*** Dataset excerpt Section Begins ***

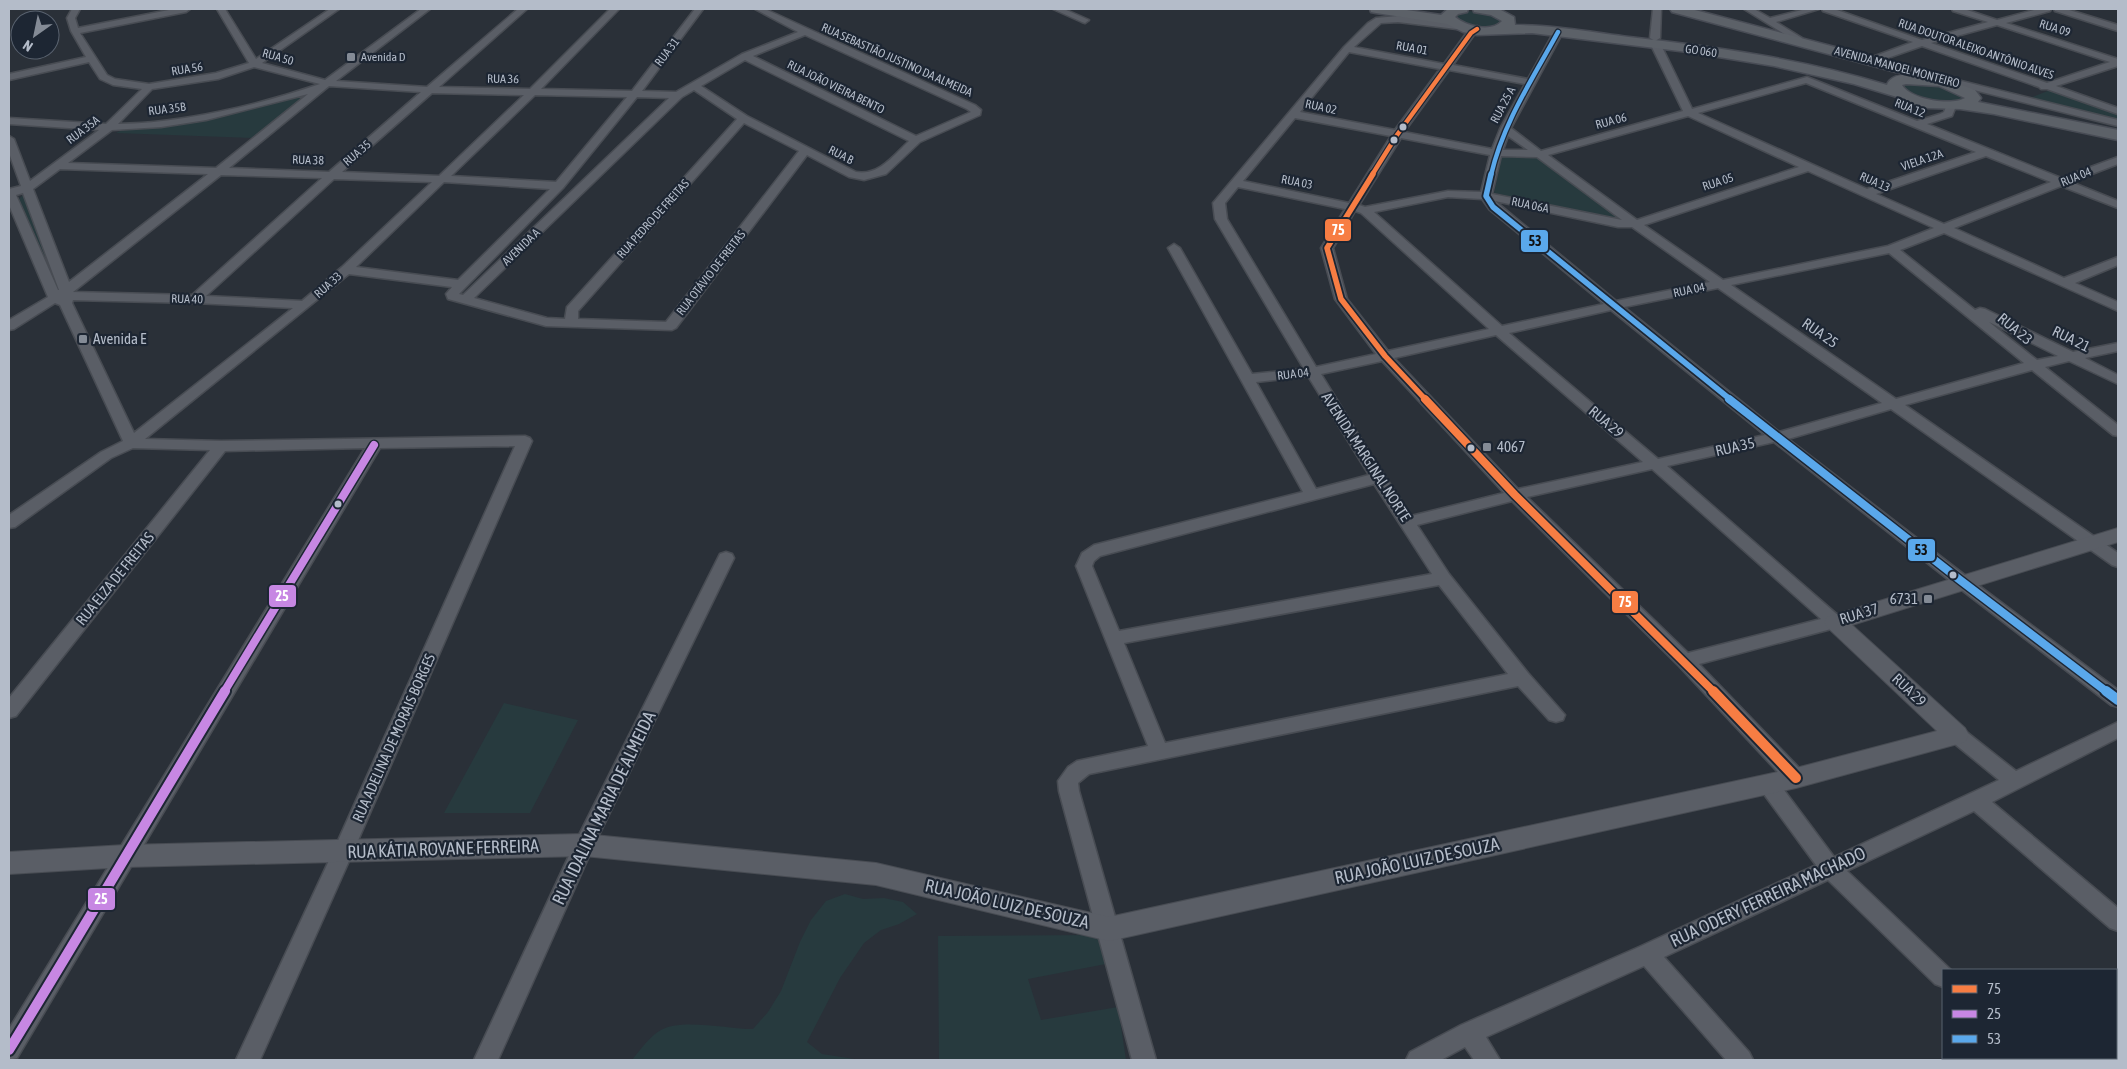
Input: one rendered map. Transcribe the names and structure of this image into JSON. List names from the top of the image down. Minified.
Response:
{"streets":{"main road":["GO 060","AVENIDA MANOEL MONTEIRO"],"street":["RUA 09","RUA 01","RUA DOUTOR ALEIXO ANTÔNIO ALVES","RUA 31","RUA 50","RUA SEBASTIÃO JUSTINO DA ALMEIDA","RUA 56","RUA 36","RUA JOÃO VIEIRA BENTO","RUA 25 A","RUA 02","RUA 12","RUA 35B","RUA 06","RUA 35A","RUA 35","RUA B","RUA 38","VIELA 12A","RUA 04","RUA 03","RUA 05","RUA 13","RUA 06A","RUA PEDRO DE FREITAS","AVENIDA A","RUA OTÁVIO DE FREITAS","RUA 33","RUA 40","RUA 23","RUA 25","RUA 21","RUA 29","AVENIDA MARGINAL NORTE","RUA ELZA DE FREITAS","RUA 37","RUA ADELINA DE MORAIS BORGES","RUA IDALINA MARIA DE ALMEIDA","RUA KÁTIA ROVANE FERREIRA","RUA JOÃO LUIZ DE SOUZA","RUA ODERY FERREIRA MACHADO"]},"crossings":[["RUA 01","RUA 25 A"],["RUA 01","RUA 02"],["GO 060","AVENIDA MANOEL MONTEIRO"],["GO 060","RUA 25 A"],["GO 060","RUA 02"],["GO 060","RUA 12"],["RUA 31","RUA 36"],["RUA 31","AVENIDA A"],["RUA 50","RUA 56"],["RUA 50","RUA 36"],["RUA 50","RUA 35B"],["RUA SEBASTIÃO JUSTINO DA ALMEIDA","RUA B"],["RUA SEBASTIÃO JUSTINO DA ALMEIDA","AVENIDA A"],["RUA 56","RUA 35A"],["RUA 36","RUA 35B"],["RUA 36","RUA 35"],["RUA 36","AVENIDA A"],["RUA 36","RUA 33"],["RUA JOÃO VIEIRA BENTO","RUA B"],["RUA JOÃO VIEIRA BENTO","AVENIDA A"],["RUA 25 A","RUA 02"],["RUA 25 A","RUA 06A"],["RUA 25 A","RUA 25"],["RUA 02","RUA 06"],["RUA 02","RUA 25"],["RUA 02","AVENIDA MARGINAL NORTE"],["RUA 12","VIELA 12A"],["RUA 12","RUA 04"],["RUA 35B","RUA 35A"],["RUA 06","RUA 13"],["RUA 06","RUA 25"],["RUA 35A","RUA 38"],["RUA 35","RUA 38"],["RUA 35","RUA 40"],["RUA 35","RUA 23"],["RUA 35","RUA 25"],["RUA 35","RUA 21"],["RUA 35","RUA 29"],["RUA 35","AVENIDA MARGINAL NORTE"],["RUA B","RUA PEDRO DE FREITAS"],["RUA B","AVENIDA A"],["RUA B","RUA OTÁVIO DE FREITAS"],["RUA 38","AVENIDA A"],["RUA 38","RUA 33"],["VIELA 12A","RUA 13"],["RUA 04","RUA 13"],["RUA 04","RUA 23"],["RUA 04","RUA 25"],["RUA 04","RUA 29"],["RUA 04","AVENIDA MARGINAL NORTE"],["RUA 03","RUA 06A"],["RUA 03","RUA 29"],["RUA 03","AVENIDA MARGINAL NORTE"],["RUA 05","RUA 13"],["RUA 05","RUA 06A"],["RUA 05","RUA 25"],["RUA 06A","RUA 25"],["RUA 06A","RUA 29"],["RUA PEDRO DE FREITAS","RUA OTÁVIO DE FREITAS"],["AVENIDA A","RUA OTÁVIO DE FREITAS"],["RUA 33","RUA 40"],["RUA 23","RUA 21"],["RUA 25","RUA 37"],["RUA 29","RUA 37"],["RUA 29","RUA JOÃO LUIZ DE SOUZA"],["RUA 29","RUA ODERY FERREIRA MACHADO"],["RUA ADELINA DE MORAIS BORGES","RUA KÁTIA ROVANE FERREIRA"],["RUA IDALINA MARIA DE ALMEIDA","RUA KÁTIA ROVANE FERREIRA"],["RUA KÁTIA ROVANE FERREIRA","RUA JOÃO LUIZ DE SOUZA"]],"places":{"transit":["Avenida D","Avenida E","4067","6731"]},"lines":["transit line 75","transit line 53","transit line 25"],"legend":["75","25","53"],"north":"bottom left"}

*** Dataset excerpt Section Ends ***

#### Your task
What is needed is an exact copy of the data, without any pictures.

#### Finished task
Input: one rendered map. Transcribe the names and structure of this image into JSON. List names from the top of the image down. Minified.
Response:
{"streets":{"main road":["GO 060","AVENIDA MANOEL MONTEIRO"],"street":["RUA 09","RUA 01","RUA DOUTOR ALEIXO ANTÔNIO ALVES","RUA 31","RUA 50","RUA SEBASTIÃO JUSTINO DA ALMEIDA","RUA 56","RUA 36","RUA JOÃO VIEIRA BENTO","RUA 25 A","RUA 02","RUA 12","RUA 35B","RUA 06","RUA 35A","RUA 35","RUA B","RUA 38","VIELA 12A","RUA 04","RUA 03","RUA 05","RUA 13","RUA 06A","RUA PEDRO DE FREITAS","AVENIDA A","RUA OTÁVIO DE FREITAS","RUA 33","RUA 40","RUA 23","RUA 25","RUA 21","RUA 29","AVENIDA MARGINAL NORTE","RUA ELZA DE FREITAS","RUA 37","RUA ADELINA DE MORAIS BORGES","RUA IDALINA MARIA DE ALMEIDA","RUA KÁTIA ROVANE FERREIRA","RUA JOÃO LUIZ DE SOUZA","RUA ODERY FERREIRA MACHADO"]},"crossings":[["RUA 01","RUA 25 A"],["RUA 01","RUA 02"],["GO 060","AVENIDA MANOEL MONTEIRO"],["GO 060","RUA 25 A"],["GO 060","RUA 02"],["GO 060","RUA 12"],["RUA 31","RUA 36"],["RUA 31","AVENIDA A"],["RUA 50","RUA 56"],["RUA 50","RUA 36"],["RUA 50","RUA 35B"],["RUA SEBASTIÃO JUSTINO DA ALMEIDA","RUA B"],["RUA SEBASTIÃO JUSTINO DA ALMEIDA","AVENIDA A"],["RUA 56","RUA 35A"],["RUA 36","RUA 35B"],["RUA 36","RUA 35"],["RUA 36","AVENIDA A"],["RUA 36","RUA 33"],["RUA JOÃO VIEIRA BENTO","RUA B"],["RUA JOÃO VIEIRA BENTO","AVENIDA A"],["RUA 25 A","RUA 02"],["RUA 25 A","RUA 06A"],["RUA 25 A","RUA 25"],["RUA 02","RUA 06"],["RUA 02","RUA 25"],["RUA 02","AVENIDA MARGINAL NORTE"],["RUA 12","VIELA 12A"],["RUA 12","RUA 04"],["RUA 35B","RUA 35A"],["RUA 06","RUA 13"],["RUA 06","RUA 25"],["RUA 35A","RUA 38"],["RUA 35","RUA 38"],["RUA 35","RUA 40"],["RUA 35","RUA 23"],["RUA 35","RUA 25"],["RUA 35","RUA 21"],["RUA 35","RUA 29"],["RUA 35","AVENIDA MARGINAL NORTE"],["RUA B","RUA PEDRO DE FREITAS"],["RUA B","AVENIDA A"],["RUA B","RUA OTÁVIO DE FREITAS"],["RUA 38","AVENIDA A"],["RUA 38","RUA 33"],["VIELA 12A","RUA 13"],["RUA 04","RUA 13"],["RUA 04","RUA 23"],["RUA 04","RUA 25"],["RUA 04","RUA 29"],["RUA 04","AVENIDA MARGINAL NORTE"],["RUA 03","RUA 06A"],["RUA 03","RUA 29"],["RUA 03","AVENIDA MARGINAL NORTE"],["RUA 05","RUA 13"],["RUA 05","RUA 06A"],["RUA 05","RUA 25"],["RUA 06A","RUA 25"],["RUA 06A","RUA 29"],["RUA PEDRO DE FREITAS","RUA OTÁVIO DE FREITAS"],["AVENIDA A","RUA OTÁVIO DE FREITAS"],["RUA 33","RUA 40"],["RUA 23","RUA 21"],["RUA 25","RUA 37"],["RUA 29","RUA 37"],["RUA 29","RUA JOÃO LUIZ DE SOUZA"],["RUA 29","RUA ODERY FERREIRA MACHADO"],["RUA ADELINA DE MORAIS BORGES","RUA KÁTIA ROVANE FERREIRA"],["RUA IDALINA MARIA DE ALMEIDA","RUA KÁTIA ROVANE FERREIRA"],["RUA KÁTIA ROVANE FERREIRA","RUA JOÃO LUIZ DE SOUZA"]],"places":{"transit":["Avenida D","Avenida E","4067","6731"]},"lines":["transit line 75","transit line 53","transit line 25"],"legend":["75","25","53"],"north":"bottom left"}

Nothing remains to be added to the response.